• **The data**
◇ ◇ ◇ ◇ ◇ ◇ ◇

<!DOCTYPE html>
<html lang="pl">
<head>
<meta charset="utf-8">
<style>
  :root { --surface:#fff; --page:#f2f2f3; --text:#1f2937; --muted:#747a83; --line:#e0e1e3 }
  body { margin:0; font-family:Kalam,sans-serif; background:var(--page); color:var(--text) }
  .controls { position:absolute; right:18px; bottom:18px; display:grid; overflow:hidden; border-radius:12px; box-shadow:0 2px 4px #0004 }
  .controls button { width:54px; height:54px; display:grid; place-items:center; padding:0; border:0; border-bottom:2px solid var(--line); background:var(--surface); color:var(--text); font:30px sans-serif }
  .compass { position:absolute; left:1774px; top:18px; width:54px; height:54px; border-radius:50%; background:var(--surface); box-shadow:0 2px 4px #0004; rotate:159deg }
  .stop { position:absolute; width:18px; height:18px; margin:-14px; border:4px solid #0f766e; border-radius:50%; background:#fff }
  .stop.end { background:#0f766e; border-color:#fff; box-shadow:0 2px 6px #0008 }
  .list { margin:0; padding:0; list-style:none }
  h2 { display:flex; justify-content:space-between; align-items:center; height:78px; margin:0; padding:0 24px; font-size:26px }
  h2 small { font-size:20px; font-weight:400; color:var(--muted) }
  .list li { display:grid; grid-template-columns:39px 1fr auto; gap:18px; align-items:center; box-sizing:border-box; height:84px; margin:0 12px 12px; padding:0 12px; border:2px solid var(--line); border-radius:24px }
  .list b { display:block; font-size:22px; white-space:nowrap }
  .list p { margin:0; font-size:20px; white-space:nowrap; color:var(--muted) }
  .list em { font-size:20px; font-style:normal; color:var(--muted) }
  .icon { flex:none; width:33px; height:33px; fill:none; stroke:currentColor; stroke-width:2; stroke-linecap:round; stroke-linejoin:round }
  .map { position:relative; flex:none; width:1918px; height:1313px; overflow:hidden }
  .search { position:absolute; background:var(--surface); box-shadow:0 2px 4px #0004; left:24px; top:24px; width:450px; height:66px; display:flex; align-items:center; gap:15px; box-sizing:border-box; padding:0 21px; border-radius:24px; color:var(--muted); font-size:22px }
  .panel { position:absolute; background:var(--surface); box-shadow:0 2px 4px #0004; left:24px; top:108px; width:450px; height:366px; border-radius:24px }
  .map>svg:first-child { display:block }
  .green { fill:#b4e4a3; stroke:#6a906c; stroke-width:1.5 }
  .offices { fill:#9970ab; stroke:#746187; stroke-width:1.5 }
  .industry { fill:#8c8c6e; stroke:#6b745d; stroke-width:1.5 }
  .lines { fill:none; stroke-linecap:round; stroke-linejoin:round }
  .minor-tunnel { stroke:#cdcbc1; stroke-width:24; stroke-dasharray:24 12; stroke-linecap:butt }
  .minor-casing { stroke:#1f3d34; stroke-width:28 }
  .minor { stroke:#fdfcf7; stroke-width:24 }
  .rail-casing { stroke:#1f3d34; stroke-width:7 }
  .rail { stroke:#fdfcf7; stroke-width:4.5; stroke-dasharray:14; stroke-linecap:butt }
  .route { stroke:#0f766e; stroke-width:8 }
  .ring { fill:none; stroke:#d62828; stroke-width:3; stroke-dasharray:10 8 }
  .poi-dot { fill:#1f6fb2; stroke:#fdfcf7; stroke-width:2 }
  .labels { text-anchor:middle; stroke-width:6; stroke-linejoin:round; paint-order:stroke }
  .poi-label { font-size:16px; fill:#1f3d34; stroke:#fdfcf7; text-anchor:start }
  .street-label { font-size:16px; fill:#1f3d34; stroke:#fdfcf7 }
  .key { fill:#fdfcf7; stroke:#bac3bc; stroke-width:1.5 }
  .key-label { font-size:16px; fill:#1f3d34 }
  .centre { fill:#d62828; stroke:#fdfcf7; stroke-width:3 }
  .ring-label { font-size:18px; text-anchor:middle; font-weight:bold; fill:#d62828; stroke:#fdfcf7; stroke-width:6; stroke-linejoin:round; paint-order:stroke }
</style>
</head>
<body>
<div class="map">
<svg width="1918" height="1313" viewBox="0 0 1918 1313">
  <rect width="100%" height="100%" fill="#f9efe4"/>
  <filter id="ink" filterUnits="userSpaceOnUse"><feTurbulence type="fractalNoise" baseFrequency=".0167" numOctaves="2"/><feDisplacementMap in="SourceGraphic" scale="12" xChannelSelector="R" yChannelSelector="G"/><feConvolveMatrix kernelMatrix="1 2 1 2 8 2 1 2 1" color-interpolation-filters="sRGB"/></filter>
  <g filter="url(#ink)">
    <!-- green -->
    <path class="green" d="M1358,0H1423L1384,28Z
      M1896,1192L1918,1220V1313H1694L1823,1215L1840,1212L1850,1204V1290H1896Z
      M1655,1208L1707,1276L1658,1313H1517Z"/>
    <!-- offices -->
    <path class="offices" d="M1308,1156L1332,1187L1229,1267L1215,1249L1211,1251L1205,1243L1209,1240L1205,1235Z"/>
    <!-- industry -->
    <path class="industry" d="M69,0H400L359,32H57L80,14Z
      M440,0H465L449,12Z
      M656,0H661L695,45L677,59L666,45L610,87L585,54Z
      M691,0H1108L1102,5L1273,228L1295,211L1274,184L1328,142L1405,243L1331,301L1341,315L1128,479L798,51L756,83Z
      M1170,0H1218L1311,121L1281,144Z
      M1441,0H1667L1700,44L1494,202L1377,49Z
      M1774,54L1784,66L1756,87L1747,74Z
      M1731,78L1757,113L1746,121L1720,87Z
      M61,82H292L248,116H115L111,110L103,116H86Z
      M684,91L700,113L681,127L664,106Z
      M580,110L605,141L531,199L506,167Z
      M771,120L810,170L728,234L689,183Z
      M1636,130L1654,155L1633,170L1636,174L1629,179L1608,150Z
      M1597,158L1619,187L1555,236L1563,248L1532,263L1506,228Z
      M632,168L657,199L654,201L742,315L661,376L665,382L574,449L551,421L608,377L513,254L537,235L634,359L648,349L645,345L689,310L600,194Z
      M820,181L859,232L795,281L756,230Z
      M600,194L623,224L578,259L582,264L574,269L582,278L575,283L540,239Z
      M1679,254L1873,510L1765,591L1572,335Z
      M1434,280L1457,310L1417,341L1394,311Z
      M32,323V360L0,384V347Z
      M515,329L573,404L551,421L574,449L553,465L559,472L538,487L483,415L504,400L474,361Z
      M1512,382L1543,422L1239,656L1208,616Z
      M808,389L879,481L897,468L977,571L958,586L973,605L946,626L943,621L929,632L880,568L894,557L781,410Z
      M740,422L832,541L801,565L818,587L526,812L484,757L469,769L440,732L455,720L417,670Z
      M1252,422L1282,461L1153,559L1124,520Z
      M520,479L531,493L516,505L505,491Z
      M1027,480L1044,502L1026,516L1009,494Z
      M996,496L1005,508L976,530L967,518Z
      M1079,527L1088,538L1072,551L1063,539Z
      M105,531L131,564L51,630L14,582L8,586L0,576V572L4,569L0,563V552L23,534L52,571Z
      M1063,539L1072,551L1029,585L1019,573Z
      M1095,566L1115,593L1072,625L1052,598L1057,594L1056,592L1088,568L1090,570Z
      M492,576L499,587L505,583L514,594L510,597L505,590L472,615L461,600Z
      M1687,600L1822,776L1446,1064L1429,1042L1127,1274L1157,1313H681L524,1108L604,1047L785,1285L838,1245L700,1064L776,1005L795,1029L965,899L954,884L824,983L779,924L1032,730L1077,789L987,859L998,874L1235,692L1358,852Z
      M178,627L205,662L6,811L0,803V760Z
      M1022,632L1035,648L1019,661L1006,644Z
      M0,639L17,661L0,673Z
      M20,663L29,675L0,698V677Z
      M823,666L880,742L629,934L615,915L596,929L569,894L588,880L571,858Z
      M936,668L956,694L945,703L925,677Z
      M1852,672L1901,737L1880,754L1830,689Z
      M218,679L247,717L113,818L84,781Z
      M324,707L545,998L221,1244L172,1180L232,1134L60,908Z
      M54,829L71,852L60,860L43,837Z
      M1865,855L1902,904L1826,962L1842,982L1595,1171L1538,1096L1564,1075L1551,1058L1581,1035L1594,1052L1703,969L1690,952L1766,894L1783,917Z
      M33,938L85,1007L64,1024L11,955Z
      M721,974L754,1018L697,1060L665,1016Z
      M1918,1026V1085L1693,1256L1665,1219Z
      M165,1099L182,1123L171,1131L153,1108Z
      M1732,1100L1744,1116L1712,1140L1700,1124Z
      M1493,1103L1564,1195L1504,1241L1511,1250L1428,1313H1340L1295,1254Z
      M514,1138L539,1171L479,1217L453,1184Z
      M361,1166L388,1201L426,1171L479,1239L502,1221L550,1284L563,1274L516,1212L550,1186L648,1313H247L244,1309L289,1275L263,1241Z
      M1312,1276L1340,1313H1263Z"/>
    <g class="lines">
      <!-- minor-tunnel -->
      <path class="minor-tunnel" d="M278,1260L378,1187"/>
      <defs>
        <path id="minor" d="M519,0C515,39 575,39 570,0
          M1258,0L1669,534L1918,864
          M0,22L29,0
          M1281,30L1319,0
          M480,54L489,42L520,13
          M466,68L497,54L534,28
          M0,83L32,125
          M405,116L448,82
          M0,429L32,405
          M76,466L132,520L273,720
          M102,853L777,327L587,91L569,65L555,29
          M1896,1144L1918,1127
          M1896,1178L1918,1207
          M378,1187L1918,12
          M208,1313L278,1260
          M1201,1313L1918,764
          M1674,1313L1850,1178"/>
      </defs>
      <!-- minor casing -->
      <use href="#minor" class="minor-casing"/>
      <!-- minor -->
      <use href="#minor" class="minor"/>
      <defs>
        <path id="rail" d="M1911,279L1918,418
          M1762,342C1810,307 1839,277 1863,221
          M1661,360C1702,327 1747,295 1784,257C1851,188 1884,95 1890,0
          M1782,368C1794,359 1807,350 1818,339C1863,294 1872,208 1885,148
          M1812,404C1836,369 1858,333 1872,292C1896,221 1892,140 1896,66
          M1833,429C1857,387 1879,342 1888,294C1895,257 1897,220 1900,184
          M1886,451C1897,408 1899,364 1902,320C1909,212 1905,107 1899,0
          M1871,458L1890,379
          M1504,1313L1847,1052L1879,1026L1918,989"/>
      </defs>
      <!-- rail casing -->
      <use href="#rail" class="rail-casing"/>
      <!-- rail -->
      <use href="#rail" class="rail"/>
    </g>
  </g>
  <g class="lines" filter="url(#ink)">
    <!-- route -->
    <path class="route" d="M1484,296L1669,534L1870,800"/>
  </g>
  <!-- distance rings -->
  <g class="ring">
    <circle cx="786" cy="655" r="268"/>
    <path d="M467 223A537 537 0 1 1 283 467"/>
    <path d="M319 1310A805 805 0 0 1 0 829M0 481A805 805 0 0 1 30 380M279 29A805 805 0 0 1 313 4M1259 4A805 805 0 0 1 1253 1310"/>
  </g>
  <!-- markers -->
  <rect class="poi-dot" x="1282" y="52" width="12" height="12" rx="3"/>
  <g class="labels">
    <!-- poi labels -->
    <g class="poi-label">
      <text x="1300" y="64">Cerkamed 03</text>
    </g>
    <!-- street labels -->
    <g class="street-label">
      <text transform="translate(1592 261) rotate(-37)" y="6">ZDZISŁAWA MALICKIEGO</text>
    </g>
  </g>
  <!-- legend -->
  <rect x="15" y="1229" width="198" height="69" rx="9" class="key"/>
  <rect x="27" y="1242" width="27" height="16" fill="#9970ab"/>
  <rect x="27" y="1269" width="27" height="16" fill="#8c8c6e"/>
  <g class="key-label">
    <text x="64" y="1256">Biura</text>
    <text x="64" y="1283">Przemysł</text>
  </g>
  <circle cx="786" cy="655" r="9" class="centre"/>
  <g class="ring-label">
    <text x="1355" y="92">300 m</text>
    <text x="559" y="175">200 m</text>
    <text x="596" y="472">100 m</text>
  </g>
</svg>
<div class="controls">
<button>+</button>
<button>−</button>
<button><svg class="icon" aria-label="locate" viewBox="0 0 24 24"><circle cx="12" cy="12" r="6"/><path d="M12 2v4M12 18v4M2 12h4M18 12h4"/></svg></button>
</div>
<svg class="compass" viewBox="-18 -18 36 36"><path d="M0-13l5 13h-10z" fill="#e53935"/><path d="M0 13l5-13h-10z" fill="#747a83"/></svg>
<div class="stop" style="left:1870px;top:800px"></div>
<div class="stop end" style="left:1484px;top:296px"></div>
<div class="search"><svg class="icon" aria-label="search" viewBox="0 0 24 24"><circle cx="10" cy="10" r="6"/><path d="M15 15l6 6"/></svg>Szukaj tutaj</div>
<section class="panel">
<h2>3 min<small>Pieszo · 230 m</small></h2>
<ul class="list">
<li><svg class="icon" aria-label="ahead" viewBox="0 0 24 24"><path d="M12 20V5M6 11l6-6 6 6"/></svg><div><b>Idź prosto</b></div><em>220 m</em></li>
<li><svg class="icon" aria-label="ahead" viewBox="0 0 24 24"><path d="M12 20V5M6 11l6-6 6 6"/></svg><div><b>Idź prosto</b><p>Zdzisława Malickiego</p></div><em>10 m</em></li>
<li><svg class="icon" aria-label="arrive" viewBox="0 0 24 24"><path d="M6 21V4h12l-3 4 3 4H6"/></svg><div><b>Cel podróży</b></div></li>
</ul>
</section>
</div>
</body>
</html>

◇ ◇ ◇ ◇ ◇ ◇ ◇

• **Directions for this task**
Please filter the entries above down to the lines holding "compass" and copy them.

• **Reply to the task**
  .compass { position:absolute; left:1774px; top:18px; width:54px; height:54px; border-radius:50%; background:var(--surface); box-shadow:0 2px 4px #0004; rotate:159deg }
<svg class="compass" viewBox="-18 -18 36 36"><path d="M0-13l5 13h-10z" fill="#e53935"/><path d="M0 13l5-13h-10z" fill="#747a83"/></svg>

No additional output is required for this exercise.